Well, there's always a switcher ON an EMD C Truck, the TP56.  Has three D77s but the Cat C9 (ACERT-37 when introduced in 2016) only makes 375hp. Don't know if that means FA is good or not...

http://www.tractivepowercorp.com/wp-content/uploads/2016/09/Article-2016LocomotiveAnnual_.pdf 

 

Why does that switch engine remind me of the HO-scale kit in the Walthers Catalog names "The Piker" https://www.walthers.com/21-heavyweight-quot-oscar-quot-quot-piker-quot-set-ready-to-run-pullman

The definition of "piker" I am most familiar with is someone whose financial aspirations exceed their net worth https://thereformedbroker.com/2009/01/24/what-is-a-piker/

I guess the purpose of the Walthers model was to offer a passenger car model kit on a budget for a person starting out and wanting to develop their skills by building a truncated passenger car.  The story behind the fictitious prototype is that of a railroad tycoon who doesn't have enough scratch to purchase a full-length private railroad passenger car?  One can also suppose that the name is a pun on the pretentious term "pike" used to describe someone's burgeoning model-railroad empire?

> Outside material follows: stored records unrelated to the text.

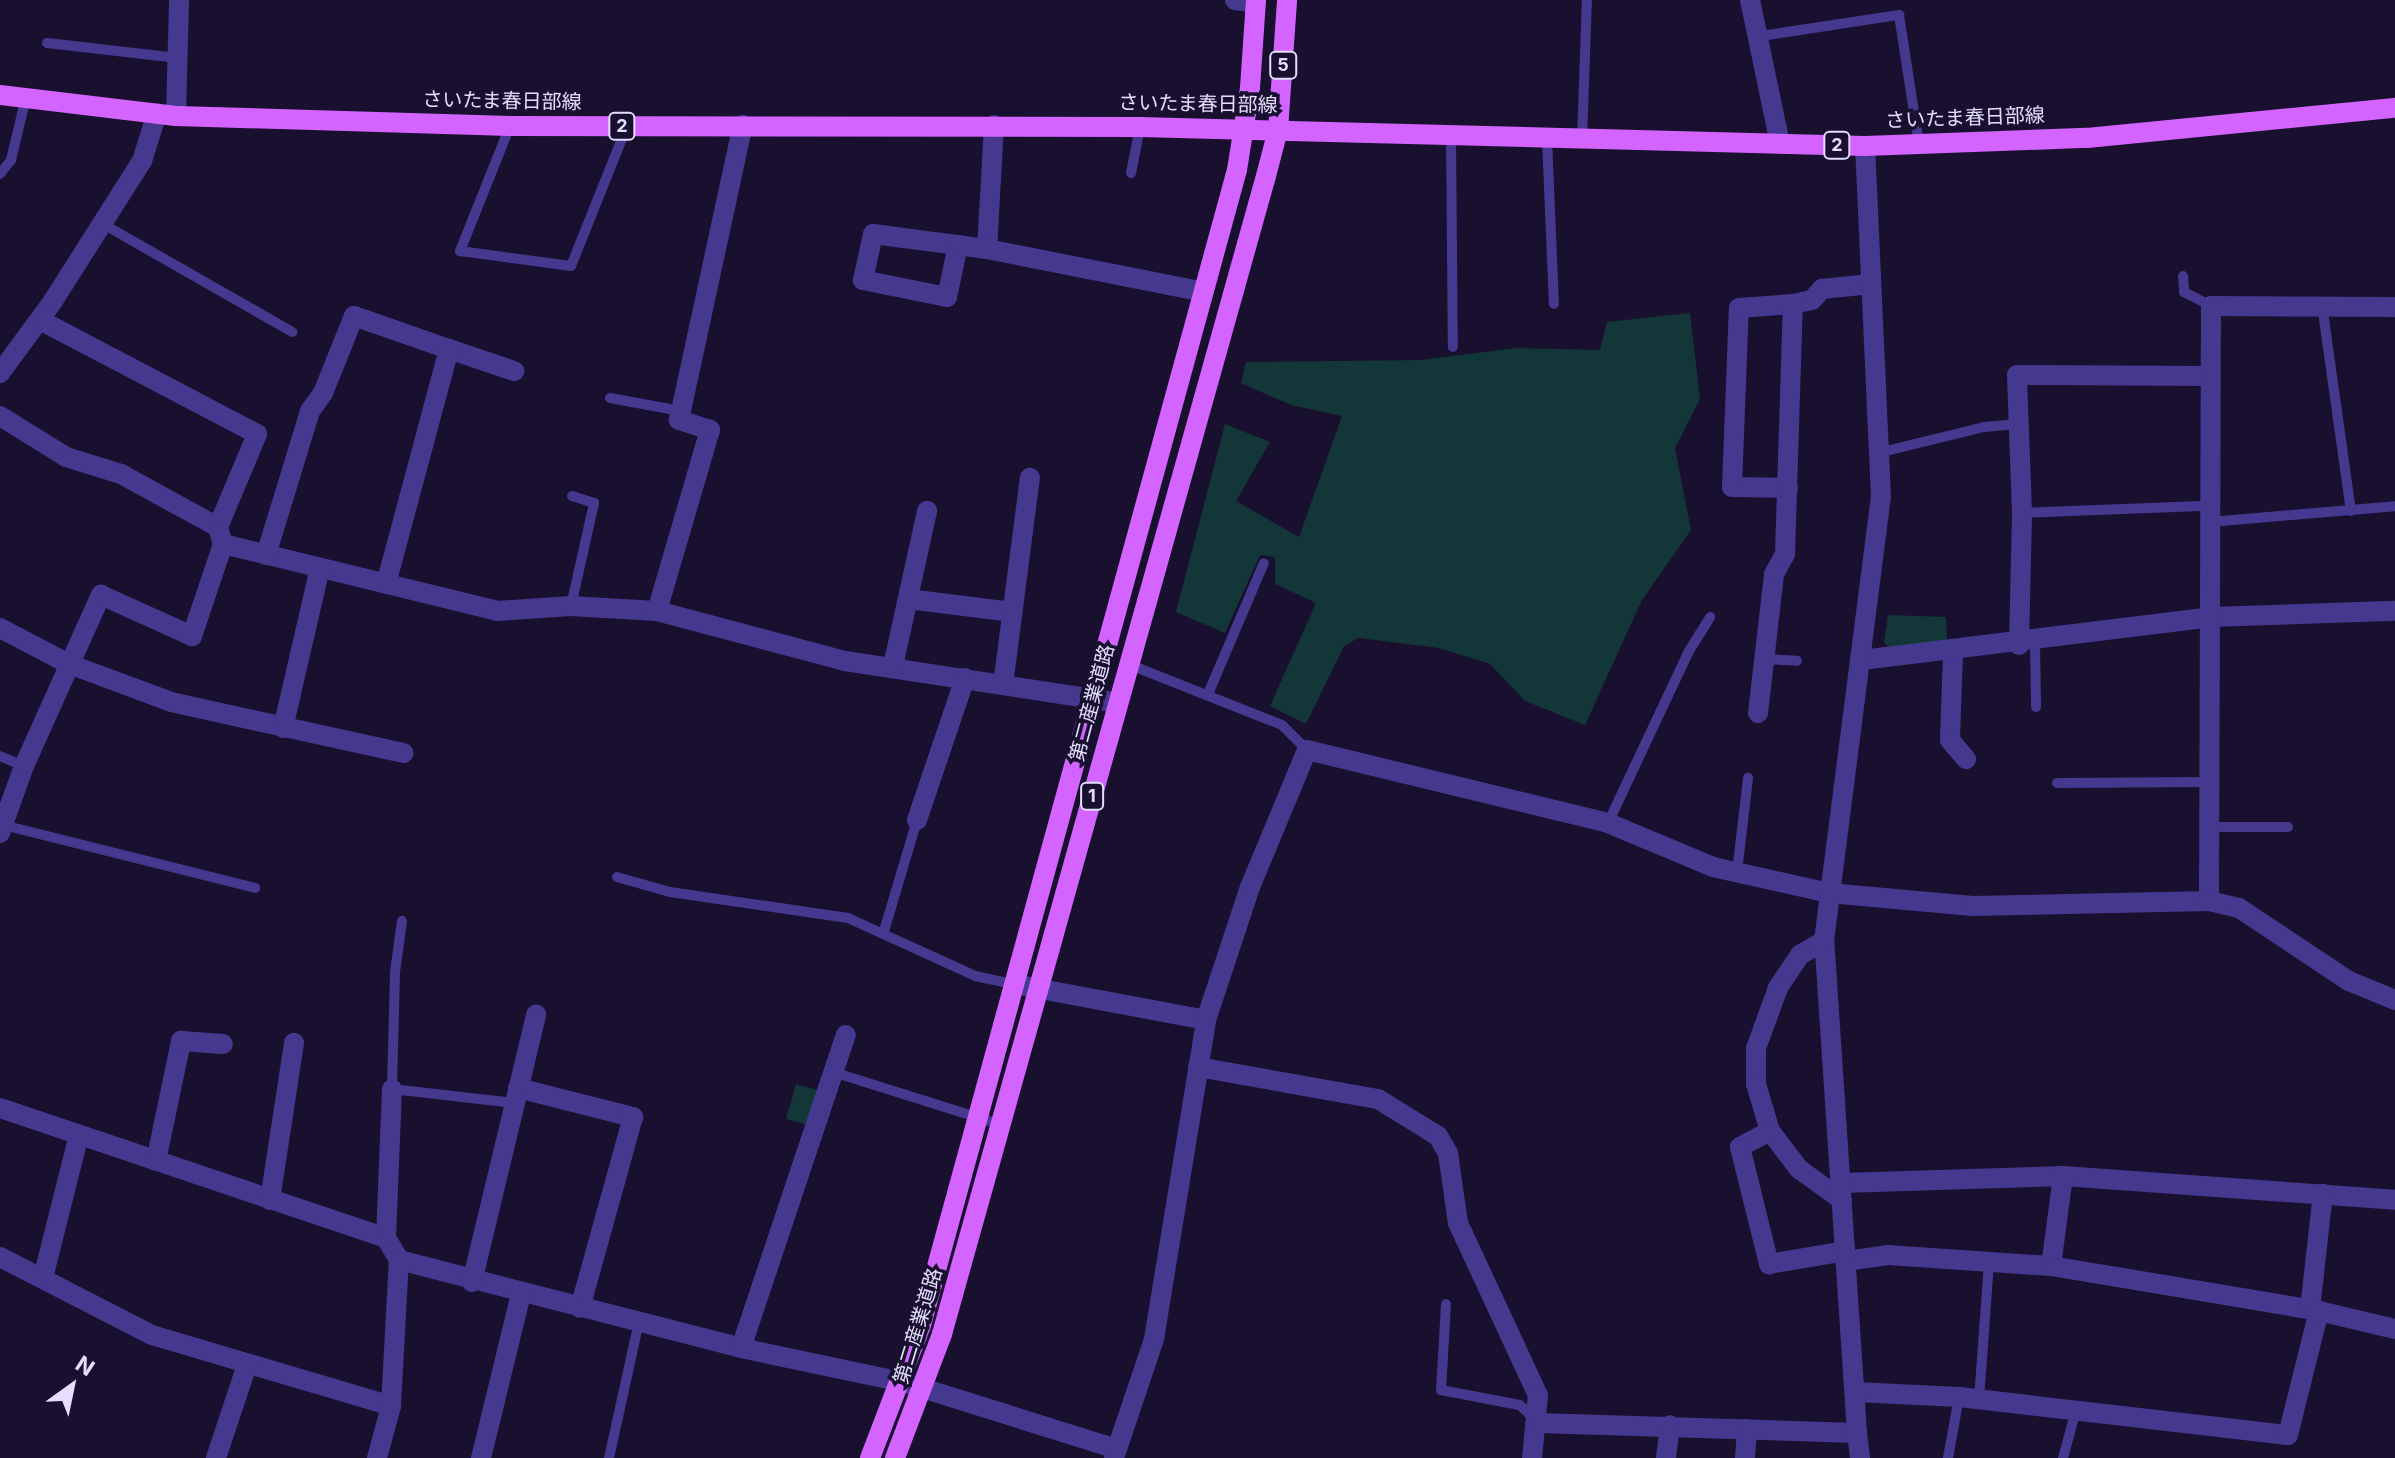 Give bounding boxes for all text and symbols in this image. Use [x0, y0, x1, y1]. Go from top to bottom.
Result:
road number: 5 [1269, 51, 1297, 79]
street label: さいたま春日部線 [422, 88, 582, 114]
street label: さいたま春日部線 [1118, 91, 1278, 117]
street label: さいたま春日部線 [1885, 103, 2045, 133]
road number: 2 [608, 112, 636, 140]
road number: 2 [1823, 131, 1851, 159]
street label: 第二産業道路 [1065, 642, 1119, 764]
road number: 1 [1080, 782, 1104, 810]
street label: 第二産業道路 [889, 1265, 947, 1387]
north arrow [32, 1346, 112, 1426]
text: N [71, 1350, 99, 1381]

There is something equally goofy about that apparently prototypical locomotive riding on a single three-axle truck.

As to the original EMD proposal that went nowhere because its prospective customers were pikers, was that supposed to ride on the EMD guided-axle truck so it would track better than that goofy locomotive someone cobbled together?

If GM "killed the electric car", what am I doing standing next to an EV-1, a half a block from the WSOR tracks?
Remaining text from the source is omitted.